[Records drawn from a dataset]

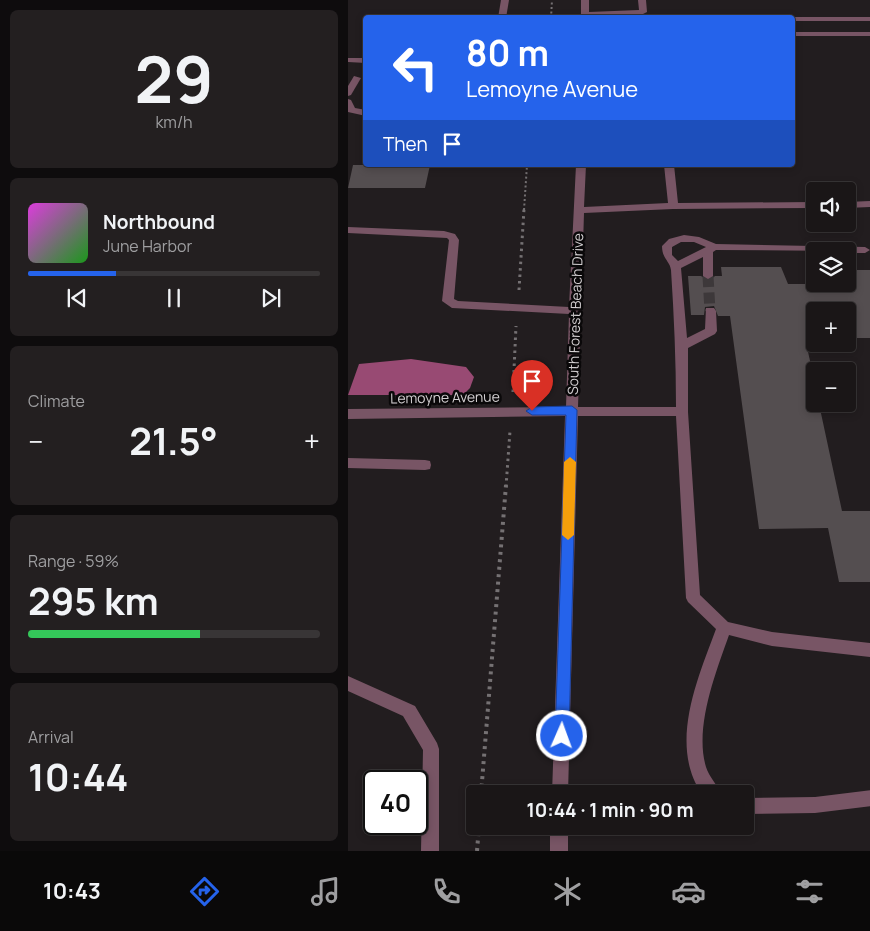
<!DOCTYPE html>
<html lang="en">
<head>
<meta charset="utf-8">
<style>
	:root { --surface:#1a1617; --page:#231f20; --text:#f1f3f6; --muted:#9f9fa1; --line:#383536; --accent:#2563eb }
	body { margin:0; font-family:Manrope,sans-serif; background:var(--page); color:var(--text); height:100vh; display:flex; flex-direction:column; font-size:19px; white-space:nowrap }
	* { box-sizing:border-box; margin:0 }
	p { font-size:16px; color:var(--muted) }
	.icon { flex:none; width:28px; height:28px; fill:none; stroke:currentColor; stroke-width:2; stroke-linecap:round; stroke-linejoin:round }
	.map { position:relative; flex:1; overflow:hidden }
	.side { display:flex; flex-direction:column; gap:10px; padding:10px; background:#0e0c0d; width:348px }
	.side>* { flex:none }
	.banner { position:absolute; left:15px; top:15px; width:432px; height:152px; border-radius:5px; box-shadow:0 2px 8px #0003,0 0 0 1px var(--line); background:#2563eb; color:#fff; overflow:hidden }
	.buttons { position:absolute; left:458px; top:182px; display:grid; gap:10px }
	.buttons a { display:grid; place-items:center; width:50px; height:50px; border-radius:5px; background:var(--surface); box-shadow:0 2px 8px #0003,0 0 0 1px var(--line); font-size:25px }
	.speed { position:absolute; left:15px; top:770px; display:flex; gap:10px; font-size:25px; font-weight:700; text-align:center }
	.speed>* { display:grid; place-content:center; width:65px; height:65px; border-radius:50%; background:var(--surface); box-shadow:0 2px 8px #0003,0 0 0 1px var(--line); line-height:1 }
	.speed .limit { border:2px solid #111; border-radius:8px; background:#fff; color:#111 }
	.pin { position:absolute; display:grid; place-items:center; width:42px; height:42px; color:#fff; margin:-51px -21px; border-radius:50% 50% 50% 0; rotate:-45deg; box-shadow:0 0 5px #0007 }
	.pin .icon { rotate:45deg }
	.me { position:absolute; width:55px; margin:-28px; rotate:2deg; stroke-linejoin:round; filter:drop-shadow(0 0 4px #0008) }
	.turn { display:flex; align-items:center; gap:18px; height:105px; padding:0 20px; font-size:22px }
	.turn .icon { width:65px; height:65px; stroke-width:2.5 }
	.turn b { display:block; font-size:35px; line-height:42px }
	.then { display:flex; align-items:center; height:48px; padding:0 20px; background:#0003; gap:10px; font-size:19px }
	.big { font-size:38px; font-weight:700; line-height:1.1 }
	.side .card { flex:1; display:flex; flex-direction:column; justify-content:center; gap:8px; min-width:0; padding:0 18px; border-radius:8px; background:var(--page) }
	.side .dial { align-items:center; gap:0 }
	.dial b { font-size:65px; line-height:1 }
	.song { display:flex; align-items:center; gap:15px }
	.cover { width:60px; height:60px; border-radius:8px; background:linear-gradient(135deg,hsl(300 70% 55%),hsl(120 70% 35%)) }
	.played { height:5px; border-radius:2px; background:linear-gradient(90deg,var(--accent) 30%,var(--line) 30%) }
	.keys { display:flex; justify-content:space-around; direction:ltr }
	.heat { display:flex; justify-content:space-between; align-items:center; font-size:28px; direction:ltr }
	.charge { height:8px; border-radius:4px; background:linear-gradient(90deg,#34c759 59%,var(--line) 0) }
	.trip { position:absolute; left:118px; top:785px; width:288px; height:50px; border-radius:5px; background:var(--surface); box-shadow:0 2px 8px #0003,0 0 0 1px var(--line); font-weight:700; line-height:50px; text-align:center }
	.menu { display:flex; height:80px; justify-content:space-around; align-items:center; background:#0a0909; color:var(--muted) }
	.menu .icon { width:35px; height:35px }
	.menu .on { color:var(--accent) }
	.menu b { font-size:22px; color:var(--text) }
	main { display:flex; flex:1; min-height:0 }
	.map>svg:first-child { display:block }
	.water { fill:#984a73 }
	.building { fill:#544e50 }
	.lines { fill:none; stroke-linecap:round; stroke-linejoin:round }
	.minor-tunnel { stroke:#3d383a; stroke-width:11; stroke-dasharray:11 5.5; stroke-linecap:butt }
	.path-far2 { stroke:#757173; stroke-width:2; stroke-dasharray:2 2.5; stroke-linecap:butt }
	.path-far1 { stroke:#757173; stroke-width:3; stroke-dasharray:2.5 4; stroke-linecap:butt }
	.path { stroke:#757173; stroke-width:4; stroke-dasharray:3 4.5; stroke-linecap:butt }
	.minor { fill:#785565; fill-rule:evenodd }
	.route { fill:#2563eb; stroke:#184099 }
	.slow { fill:#f59e0b }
	.labels { text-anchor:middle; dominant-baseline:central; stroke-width:5; stroke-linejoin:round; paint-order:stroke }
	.street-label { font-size:14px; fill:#d4d0d2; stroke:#0a0809 }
</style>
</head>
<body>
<main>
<section class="side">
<div class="card dial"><b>29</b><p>km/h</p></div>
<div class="card">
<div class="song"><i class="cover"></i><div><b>Northbound</b><p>June Harbor</p></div></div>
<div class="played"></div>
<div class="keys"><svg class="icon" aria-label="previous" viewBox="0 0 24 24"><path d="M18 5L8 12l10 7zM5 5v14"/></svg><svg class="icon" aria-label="pause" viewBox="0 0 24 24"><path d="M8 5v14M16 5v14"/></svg><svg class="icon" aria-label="next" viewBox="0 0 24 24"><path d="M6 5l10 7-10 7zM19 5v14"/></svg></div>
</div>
<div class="card"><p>Climate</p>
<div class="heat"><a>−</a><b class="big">21.5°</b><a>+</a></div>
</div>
<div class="card"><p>Range · 59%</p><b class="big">295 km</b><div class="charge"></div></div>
<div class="card"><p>Arrival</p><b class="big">10:44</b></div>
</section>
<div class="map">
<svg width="523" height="851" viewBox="0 0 523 851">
	<rect width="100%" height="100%" fill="#221d1f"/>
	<path class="water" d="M63,359l55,8 8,10 -4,11 -7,7h-115l11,-31z"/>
	<g class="building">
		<path d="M5,165h77l-5,23h-77z"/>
		<path d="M373,267h60l7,17h59v-14h24v68h-24v-27h-33v27h-9l9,41v25h5l23,107h29v71h-32l-11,-54 -69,1 -29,-213h-12l-4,-10 -9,1 -1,8h-13l-3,-39h13l8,5 6,-5h7z"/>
	</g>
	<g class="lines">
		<path class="minor-tunnel" d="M360,276l2,35"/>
		<g class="path-far2">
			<path d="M203,18l1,-18"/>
			<path d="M176,210l3,-45"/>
		</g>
		<g class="path-far1">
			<path d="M171,290l5,-81"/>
			<path d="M165,392l3,-66"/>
			<path d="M158,487l4,-56"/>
		</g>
		<g class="path">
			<path d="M133,794l25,-309"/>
			<path d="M129,851l2,-25"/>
		</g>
		<g class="minor">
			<path d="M153,0h8l-3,18h-8z"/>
			<path d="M233,0h8v12l50,-2 -1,-10h8l1,12 -4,2 -62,4z"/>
			<path d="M445,17h78v4h-78v-3h-3z"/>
			<rect x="445" y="32" width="78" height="4"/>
			<path d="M0,58h18v5l-18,-1z"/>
			<path d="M6,76l7,2 -10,17 -3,1v-10z"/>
			<path d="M0,99l3,1 4,8 11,2v6l-18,-4z"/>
			<path d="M228,165h10l-2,42 84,-4 -4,-38h10l4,38 136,-1v6l-141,1 -89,4 -6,194h98c0,-46 -2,-91 -5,-137 -1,-9 -9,-11 -9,-24l7,-7 15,-4 15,2 17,7 149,3 5,3 -5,3h-18v-2l-131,-1 -3,2v24l-5,3 -5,-3v-19l-22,11 6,70 18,-9 1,-21h8l2,3 1,20 -2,3 -27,14v64l12,183 28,27 44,10 99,11v14l-99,-11 -43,-11c-13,37 -35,92 -23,132 3,10 11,17 15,27h-19c-34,-49 -4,-116 14,-165l-28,-27 -2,-4 -10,-182h-98l-10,378h-16l13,-378 -217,3v-10l218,-2 3,-93 -117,-6 -10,-7 7,-61 -2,-2 -99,-5v-6l96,4 11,3 4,6 -5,59 4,2 111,6zM333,242h13l12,5 -28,14 -6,-6v-8z"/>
			<path d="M523,201v6l-24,1v-6z"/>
			<path d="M0,458l77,2 5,1 1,4 -1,4 -5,1 -77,-2z"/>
			<path d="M0,676l67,30 22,37 2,6v102h-18l2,-101 -20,-34 -55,-25z"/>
			<path d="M523,790v16l-56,7 -71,1v-16l71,-1z"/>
			<rect x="202" y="826" width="18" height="25"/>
		</g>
	</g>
	<path class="route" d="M224,406l5,4 -8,326 -2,5 -5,2 -5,-2 -2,-5 11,-321h-34l-6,-4 6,-4z"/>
	<path class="slow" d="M222,457l6,5 -2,73 -6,5 -6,-5 2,-73z"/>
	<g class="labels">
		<g class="street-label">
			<text transform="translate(227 314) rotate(-88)">South Forest Beach Drive</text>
			<text transform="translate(97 397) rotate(-1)">Lemoyne Avenue</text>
		</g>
	</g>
</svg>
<div class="buttons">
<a><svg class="icon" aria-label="sound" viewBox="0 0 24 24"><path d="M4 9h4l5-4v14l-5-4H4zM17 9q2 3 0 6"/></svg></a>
<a><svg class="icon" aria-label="layers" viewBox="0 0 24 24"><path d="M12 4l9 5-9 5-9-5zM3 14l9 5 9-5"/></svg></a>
<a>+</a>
<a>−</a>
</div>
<div class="speed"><div class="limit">40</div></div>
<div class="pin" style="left:184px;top:411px;background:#d93025"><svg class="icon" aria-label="arrive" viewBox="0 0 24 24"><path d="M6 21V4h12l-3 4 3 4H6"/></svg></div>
<svg class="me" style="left:214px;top:736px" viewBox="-20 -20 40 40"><circle r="17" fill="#2563eb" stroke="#fff" stroke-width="3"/><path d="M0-11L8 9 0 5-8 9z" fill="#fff"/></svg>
<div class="trip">10:44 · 1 min · 90 m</div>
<div class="banner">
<div class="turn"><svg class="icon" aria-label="left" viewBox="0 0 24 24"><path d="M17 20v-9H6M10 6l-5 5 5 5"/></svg><div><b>80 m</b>Lemoyne Avenue</div></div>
<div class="then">Then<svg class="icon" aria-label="arrive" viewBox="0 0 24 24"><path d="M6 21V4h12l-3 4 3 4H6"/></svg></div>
</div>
</div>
</main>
<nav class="menu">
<b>10:43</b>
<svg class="icon on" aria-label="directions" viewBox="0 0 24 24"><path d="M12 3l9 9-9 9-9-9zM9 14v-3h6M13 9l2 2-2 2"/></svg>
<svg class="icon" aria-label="music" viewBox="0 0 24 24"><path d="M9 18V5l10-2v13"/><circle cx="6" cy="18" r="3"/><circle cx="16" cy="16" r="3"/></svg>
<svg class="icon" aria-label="phone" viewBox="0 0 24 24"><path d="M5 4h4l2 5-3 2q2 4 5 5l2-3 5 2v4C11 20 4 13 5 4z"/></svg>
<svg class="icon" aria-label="climate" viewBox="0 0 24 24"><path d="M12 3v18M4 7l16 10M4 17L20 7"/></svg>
<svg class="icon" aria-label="car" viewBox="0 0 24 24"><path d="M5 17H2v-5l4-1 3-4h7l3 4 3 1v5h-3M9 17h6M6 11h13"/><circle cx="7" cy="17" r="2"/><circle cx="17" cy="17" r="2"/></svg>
<svg class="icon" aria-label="filters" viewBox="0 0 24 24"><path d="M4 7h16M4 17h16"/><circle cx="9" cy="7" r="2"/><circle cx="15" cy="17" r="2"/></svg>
</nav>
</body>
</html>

§ BRIEF
Out of the preceding entries, pull each line that contains the word "cover".

§ WRITTEN SOLUTION
	.cover { width:60px; height:60px; border-radius:8px; background:linear-gradient(135deg,hsl(300 70% 55%),hsl(120 70% 35%)) }
<div class="song"><i class="cover"></i><div><b>Northbound</b><p>June Harbor</p></div></div>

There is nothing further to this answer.